Now a natural question is that why is this additional constraint even required and why can’t we just have the router route however it wants with the flexibility to increase the Expert Capacity indefinitely? At once, load balancing might come up as one reason but if thought carefully, Expert Capacity doesn’t really do anything in that sense. As in it’s not encouraging balancing in the sense of causing other experts to be equally utilized simply because the extra tokens are just dropped and not like re-routed to some other expert(s).
The reason why Expert Capacity is needed is to make sure that resources (computation and memory) are not wasted while some expert operates at its full capacity and others don’t; and obviously this is also the reason why we don’t want to have too large of an expert capacity. The goal is to strike a good balance so that not many tokens are dropped (the authors empirically prove that a lower drop rate is important to scale these models) and not a lot of resources are wasted.

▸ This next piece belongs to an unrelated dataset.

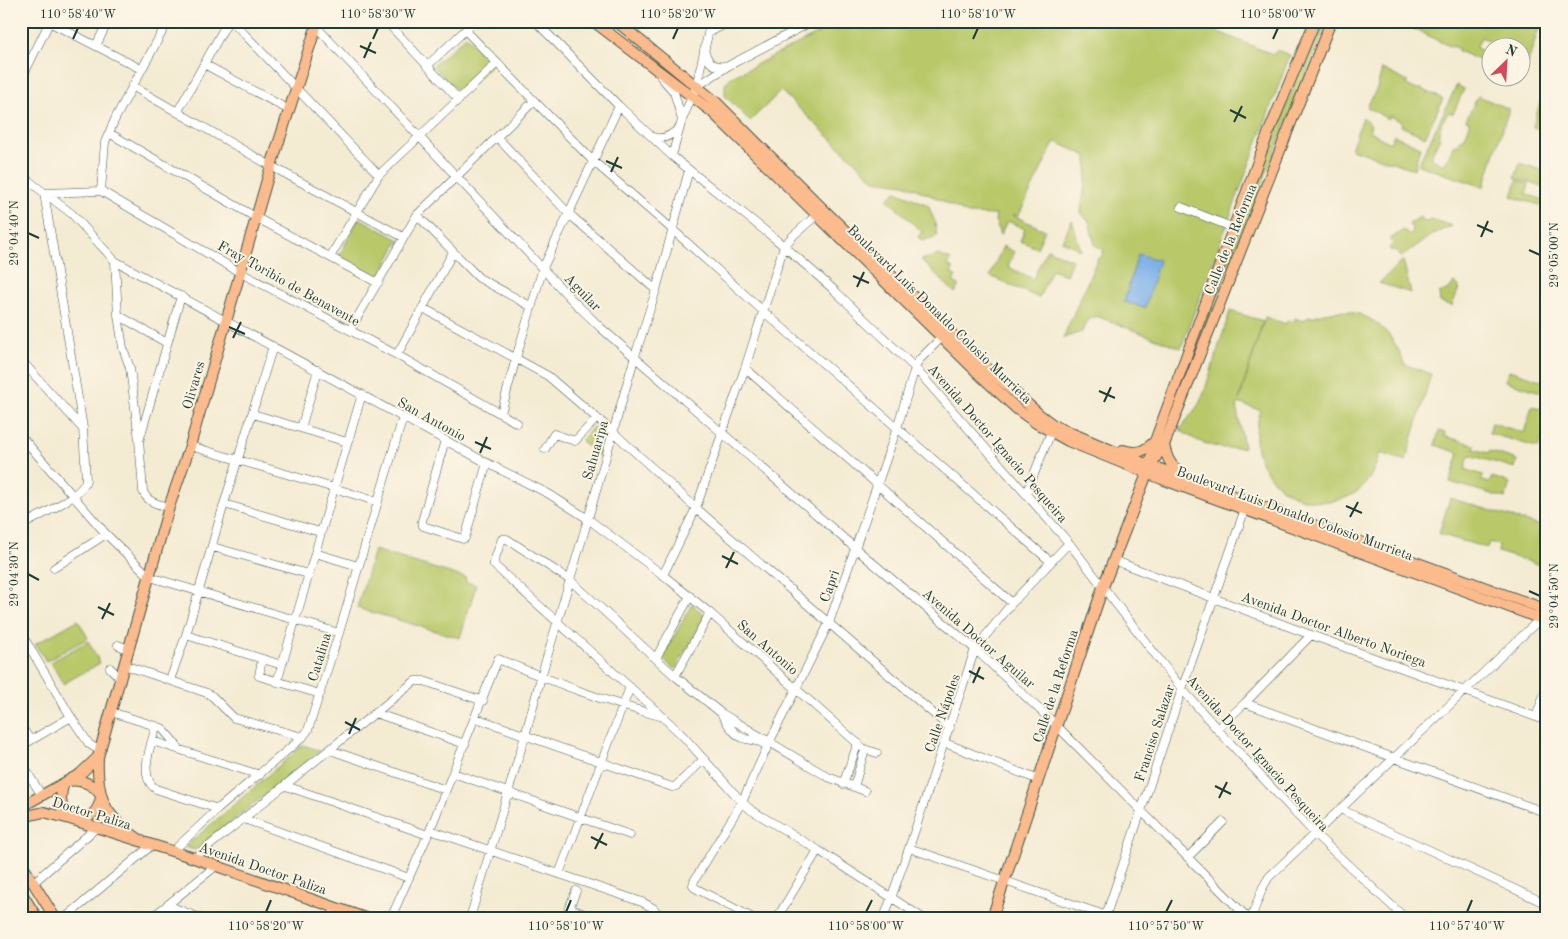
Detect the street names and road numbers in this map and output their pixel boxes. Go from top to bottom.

[I realise that this reasoning might still remain a bit unclear or atleast too abstract to grasp to those that don’t have a clear understanding of the GPU arch, resource management, memory allocation on the devices etc. The insight here is that if the expert capacity of each expert is set to very high, it will be a waste for those experts that do not process as many tokens. GPUs are expensive and we don’t want resources to be idle.]
Scaling Laws
There are a couple interesting plots in the paper showing scaling on the number-of-experts axis. Note that increasing the number of experts does not increase the FLOPs per token and hence the models remain FLOPs matched – the computation budget per token remains constant.
- More experts = Better test loss The plot below clearly shows that as the number of experts increase the test loss decreases. Ofcourse, everything else (#tokens, #training steps etc.) must be kept constant.

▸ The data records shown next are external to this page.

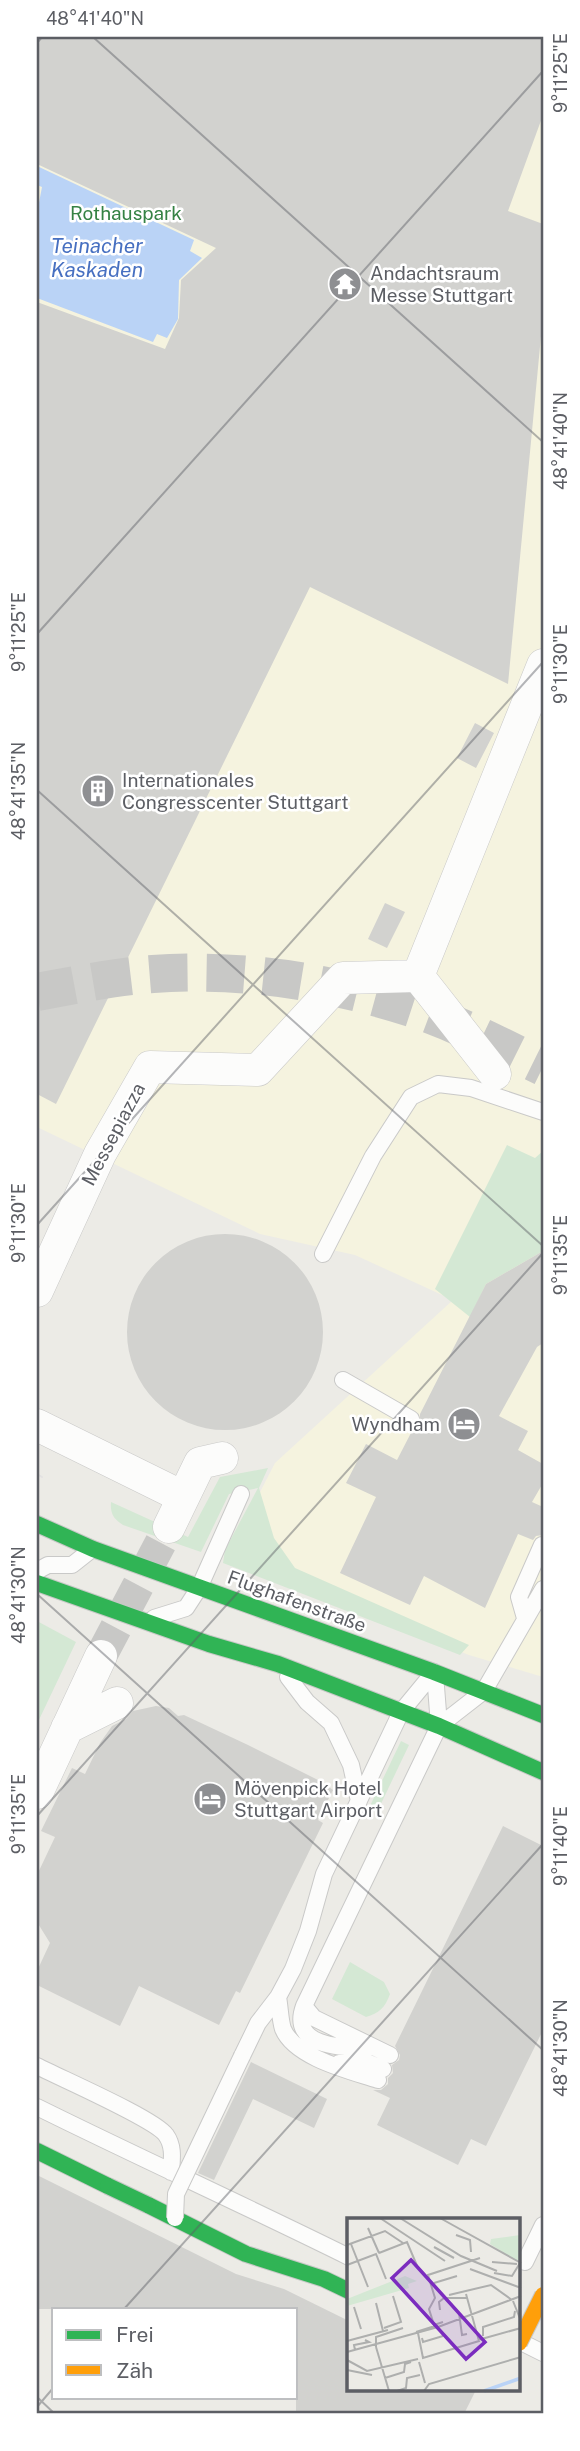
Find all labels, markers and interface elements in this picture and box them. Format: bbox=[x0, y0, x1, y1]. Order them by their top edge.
text: 48°41'40"N bbox=[46, 8, 144, 29]
text: 9°11'25"E bbox=[550, 33, 571, 113]
park label: Rothauspark bbox=[70, 202, 182, 224]
water label: Teinacher Kaskaden bbox=[51, 233, 144, 282]
place label: Andachtsraum Messe Stuttgart bbox=[370, 262, 513, 306]
temple icon: Andachtsraum Messe Stuttgart bbox=[326, 265, 364, 303]
text: 48°41'40"N bbox=[550, 392, 571, 490]
text: 9°11'25"E bbox=[8, 592, 29, 672]
text: 9°11'30"E bbox=[550, 624, 571, 704]
text: 48°41'35"N bbox=[8, 742, 29, 840]
place label: Internationales Congresscenter Stuttgart bbox=[122, 769, 349, 813]
building icon: Internationales Congresscenter Stuttgart bbox=[79, 772, 117, 810]
street label: Messepiazza bbox=[77, 1079, 149, 1189]
text: 9°11'30"E bbox=[8, 1183, 29, 1263]
text: 9°11'35"E bbox=[550, 1215, 571, 1295]
hotel icon: Wyndham bbox=[445, 1405, 483, 1443]
place label: Wyndham bbox=[351, 1413, 440, 1435]
text: 48°41'30"N bbox=[8, 1546, 29, 1644]
street label: Flughafenstraße bbox=[225, 1566, 369, 1636]
text: 9°11'35"E bbox=[8, 1774, 29, 1854]
place label: Mövenpick Hotel Stuttgart Airport bbox=[234, 1777, 382, 1821]
hotel icon: Mövenpick Hotel Stuttgart Airport bbox=[191, 1780, 229, 1818]
text: 9°11'40"E bbox=[550, 1806, 571, 1886]
text: 48°41'30"N bbox=[550, 1999, 571, 2097]
inset map bbox=[347, 2218, 520, 2392]
legend bbox=[52, 2308, 298, 2398]
text: Frei bbox=[116, 2322, 154, 2347]
text: Zäh bbox=[116, 2358, 153, 2383]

- More experts = Fast training Firstly, fast here does not mean more examples processed per second. Fast implies what can be clearly seen in the plot below: Having more experts achieves the same level of negative log perplexity faster than a model with lesser experts – faster in terms of the number of training steps performed.
Additionally, the authors also find for a fixed number of tokens seen, larger models learn faster.
What needs to be carefully noted here is that while the total computation performed per token (FLOPs per token) is constant across models with varying number of experts, a relatively very small computation difference is there by virtue of the router having to compute as many probailities as there are the number of experts; but this is minor. Consequently, we also note that there’s no router calculations at all in dense models. And additionally, Switch transformer also needs to do some extra communication across devices by virtue of the different experts being on different devices.
This leads us to an important point: Being faster on the numnber-of-training steps axis does not necessarily mean being faster on the time-taken-by-the-wall-clock axis. Again, the premise here is that the Switch Transformer, owing to the extra computation and communication that it needs to do, might complete a certain number of training steps slower than its dense counterpart. This means that while we expect the Switch Transformer to be better performing after completing the same number of training steps as the dense model, it can still take more time for the former to actually reach that point.
So the next obvious question is: Given a fixed amount of wall clock time (and ofcourse the computation budget), how do these models compare in performance with each other?
- Fixed training time The plot below answers the question posed just above - For a fixed training duration, Switch transformer outperforms the dense model. Same story for the number of experts as they grow, but here the difference isn’t as significant and the intuition is pretty easy to reach at if the past few paras were clear enough.
- Moving forward to FLOPs un-matched If we go back to the motivation behind using a MoE or a sparse routed model like the Switch Transformer, it’s simply stated as: MoEs allow us to increase the parameter count while keeping the computational budget constant.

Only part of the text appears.